Golf He's back, in a major way. In this part of New Jersey, some three timezones from his San Diego home on the opposite side of the continent, but the place where he has been adopted as a favoured son, the roars came in waves as Phil Mickelson – ice-cold in the majors since his breakthrough win in the Masters last year – bombed one putt after another on the parched greens to escape the logjam and assume the midway lead in the 87th US PGA Championship at Baltusrol.
This, unbelievably, was the same man who had gone awol in the majors thus far this year. But he chose the right time to get hot again.
In the environment he most cherishes, that of a major championship, Mickelson’s sheepish grin was back, so too his hunched shoulders, as he performed like an escape artist at times to conjure up a second-round 65 that put him on eight-under-par 132, four shots clear.

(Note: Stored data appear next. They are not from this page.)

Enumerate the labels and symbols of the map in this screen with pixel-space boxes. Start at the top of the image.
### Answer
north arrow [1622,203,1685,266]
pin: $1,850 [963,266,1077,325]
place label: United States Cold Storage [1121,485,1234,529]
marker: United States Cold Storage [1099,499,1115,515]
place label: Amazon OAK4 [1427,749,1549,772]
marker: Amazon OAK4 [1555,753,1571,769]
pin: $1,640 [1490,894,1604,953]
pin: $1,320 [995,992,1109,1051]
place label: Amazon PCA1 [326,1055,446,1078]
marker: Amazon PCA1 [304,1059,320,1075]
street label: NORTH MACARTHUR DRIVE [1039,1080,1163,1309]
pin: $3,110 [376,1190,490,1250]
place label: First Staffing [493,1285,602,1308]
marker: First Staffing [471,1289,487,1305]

Lest anyone was escaping the present, Mickelson – who doesn’t have a good record as halfway leader in majors, never completing the job from a similar position on three occasions – remarked, "certainly, there’s a lot of golf left."
In many ways, Mickelson rode his luck. As Sergio Garcia, one of his playing partners, observed, "when you mix good putting with good lies every time you’re in the rough, that all adds up to a 65."

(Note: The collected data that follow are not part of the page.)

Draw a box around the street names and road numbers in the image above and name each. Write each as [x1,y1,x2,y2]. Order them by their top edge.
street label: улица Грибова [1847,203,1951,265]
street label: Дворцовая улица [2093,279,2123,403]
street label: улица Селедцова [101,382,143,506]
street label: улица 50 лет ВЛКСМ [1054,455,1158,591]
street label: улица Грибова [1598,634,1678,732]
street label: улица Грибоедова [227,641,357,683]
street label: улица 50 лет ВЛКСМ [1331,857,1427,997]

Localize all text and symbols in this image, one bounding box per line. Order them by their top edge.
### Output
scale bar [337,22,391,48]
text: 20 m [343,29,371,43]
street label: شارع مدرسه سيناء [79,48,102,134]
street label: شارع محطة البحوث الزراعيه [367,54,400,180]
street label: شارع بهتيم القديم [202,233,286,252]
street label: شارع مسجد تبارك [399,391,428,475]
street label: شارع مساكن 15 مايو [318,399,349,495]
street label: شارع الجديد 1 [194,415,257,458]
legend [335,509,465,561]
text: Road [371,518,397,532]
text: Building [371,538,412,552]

Still, Mickelson did what he had to do: get away from the logjam that had seen no fewer than 27 players within two shots of the lead at the conclusion of the first round.
If the gods looked kindly on Mickelson, it wasn’t so for Tiger Woods. With the Masters trophy and the claret jug already on his mantlepiece following his wins at Augusta and St Andrews, Woods was fighting manfully to avoid missing the cut in a major for the first time as a professional. The world’s number one suffered three successive bogeys from the second to make his precarious position even more perilous. But birdies at the 11th and 12th got him back to five over at a stage when the cut looked likely to be at four over.

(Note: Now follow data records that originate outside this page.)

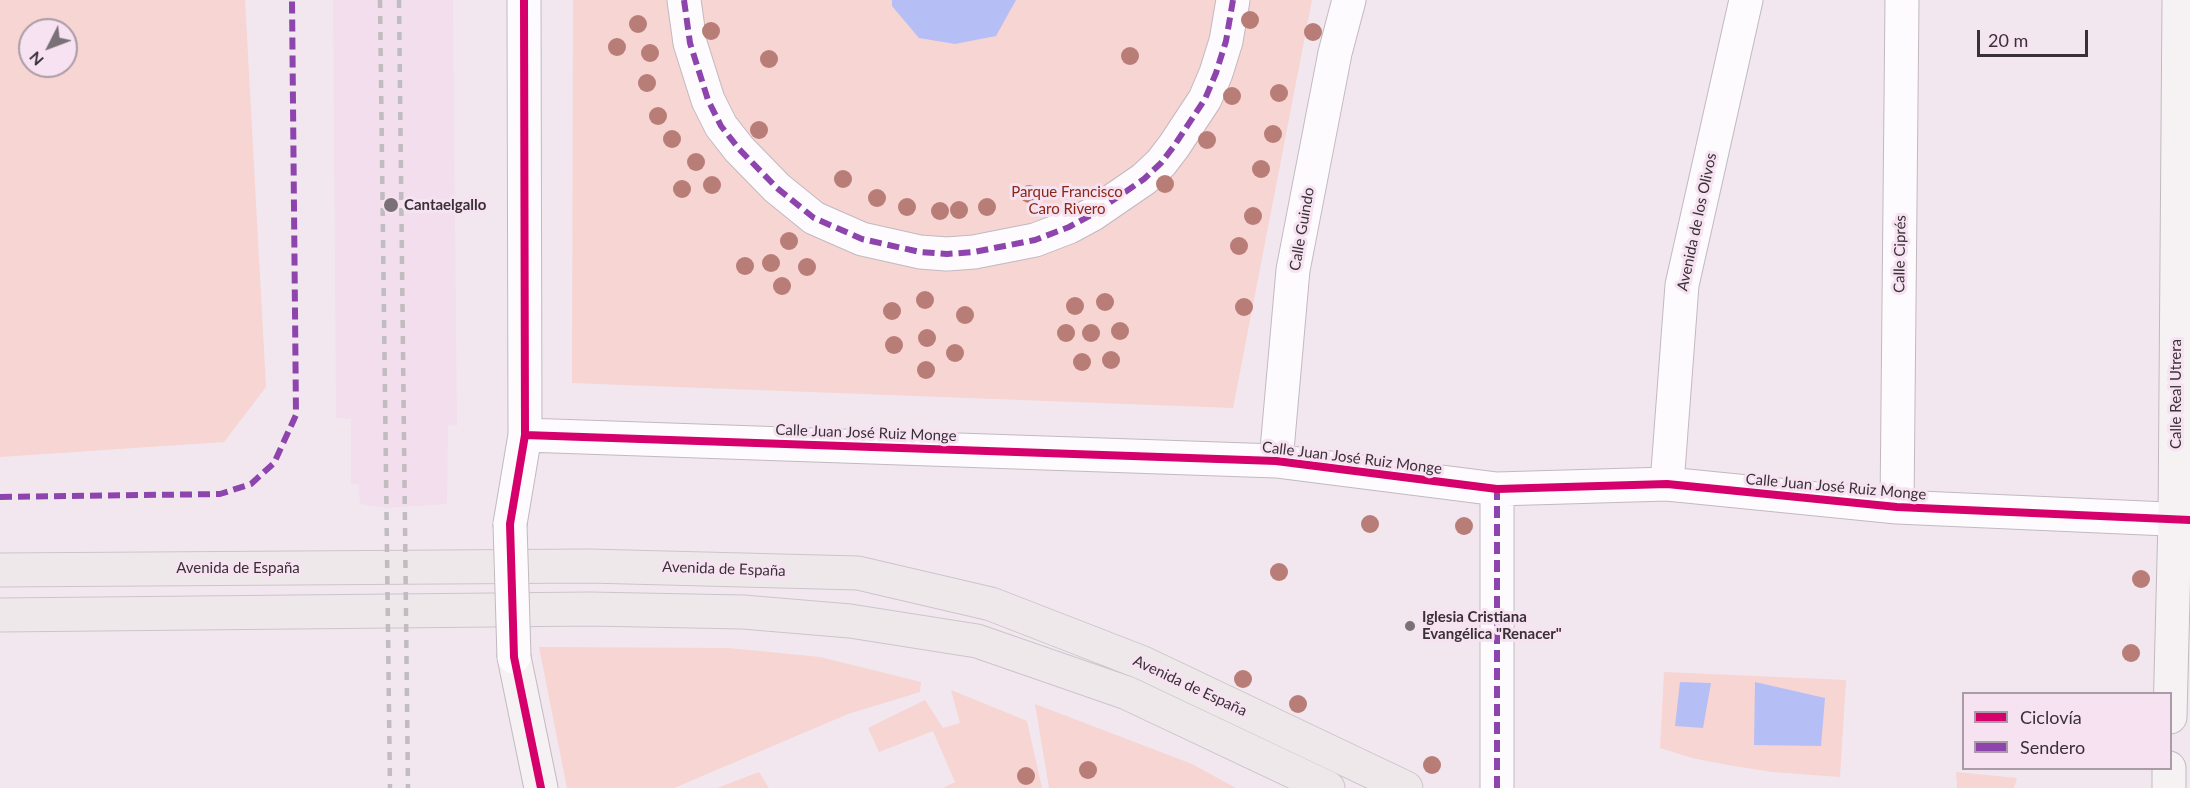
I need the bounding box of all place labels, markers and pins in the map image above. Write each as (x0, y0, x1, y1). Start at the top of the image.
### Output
marker: Cantaelgallo (382, 196, 400, 214)
place label: Cantaelgallo (404, 196, 486, 214)
place label: Iglesia Cristiana Evangélica "Renacer" (1422, 608, 1562, 643)
marker: Iglesia Cristiana Evangélica "Renacer" (1403, 619, 1417, 633)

Indeed, Woods had just played his tee-shot to the par-three fourth hole – which, as if to underline his struggles, plopped into the water that guards the green – when a bizarre incident occurred on the other side of the pond. A large limb on a red oak snapped, injuring three people. The most serious injury was to a television technician who had been working in an adjacent TV tower – he suffered a broken leg.
On another day of intense heat, with players’ shirts sticking to their bodies as if wrapped in cellophane, Paul McGinley – adding a 70 to his opening 72 for 142 – was the only Irish player of the quartet participating to survive the cut.
Yet, there was a semblance of a European challenge: Lee Westwood shot his second successive round of 68, to join Davis Love and Rory Sabbatini on 136 in the clubhouse.
Westwood has gone back to coach Pete Cowen and has started using a sports psychologist in recent months, but refusing to provide his name.
"I felt like I wasn’t thinking as clearly as I could do . . . he’s not really a sports psychologist, more of a lifestyle psychologist," he said.
While Westwood was to the forefront of the European challenge, his fellow-Englishman Greg Owen – who has Dubliner JP Fitzgerald on his bag – shot a second-round 69 to be on 137.
Mickelson, though, was the player who moved atop the leaderboard – having started the day in a six-way tie for the lead – as he produced an eventful round that had the roars reverberating around the course. The highlight came on the 18th hole, his ninth, where he hit a four-iron approach to 20 feet and holed the eagle putt.
In the old days, what happened next would have led to a freefall of sorts. Mickelson drove into the left rough on the first, his 11th, and ran up a doublebogey.
His response, however, was to cover his closing stretch in two under to sign for a 65.
Most of the work had been done on his first nine, which he covered in 31 strokes with four birdies, that eagle and a lone bogey. The bogey came on the 16th where he hit a fiveiron tee shot into the greenside bunker, chipped out to five feet and missed the putt. That transgression with the putter was to be a rarity. More often than not, he rolled in the succession of birdie chances presented.]
"I think the thing that I was most pleased with was the way I was able to let go of some bad shots and forget about it and move on," said Mickelson, who knows better than most that he has held the halfway three times in majors – at the 1996 US PGA and the 1999 and 2004 US Opens – and failed to complete the job. It’s time to put that statistic right.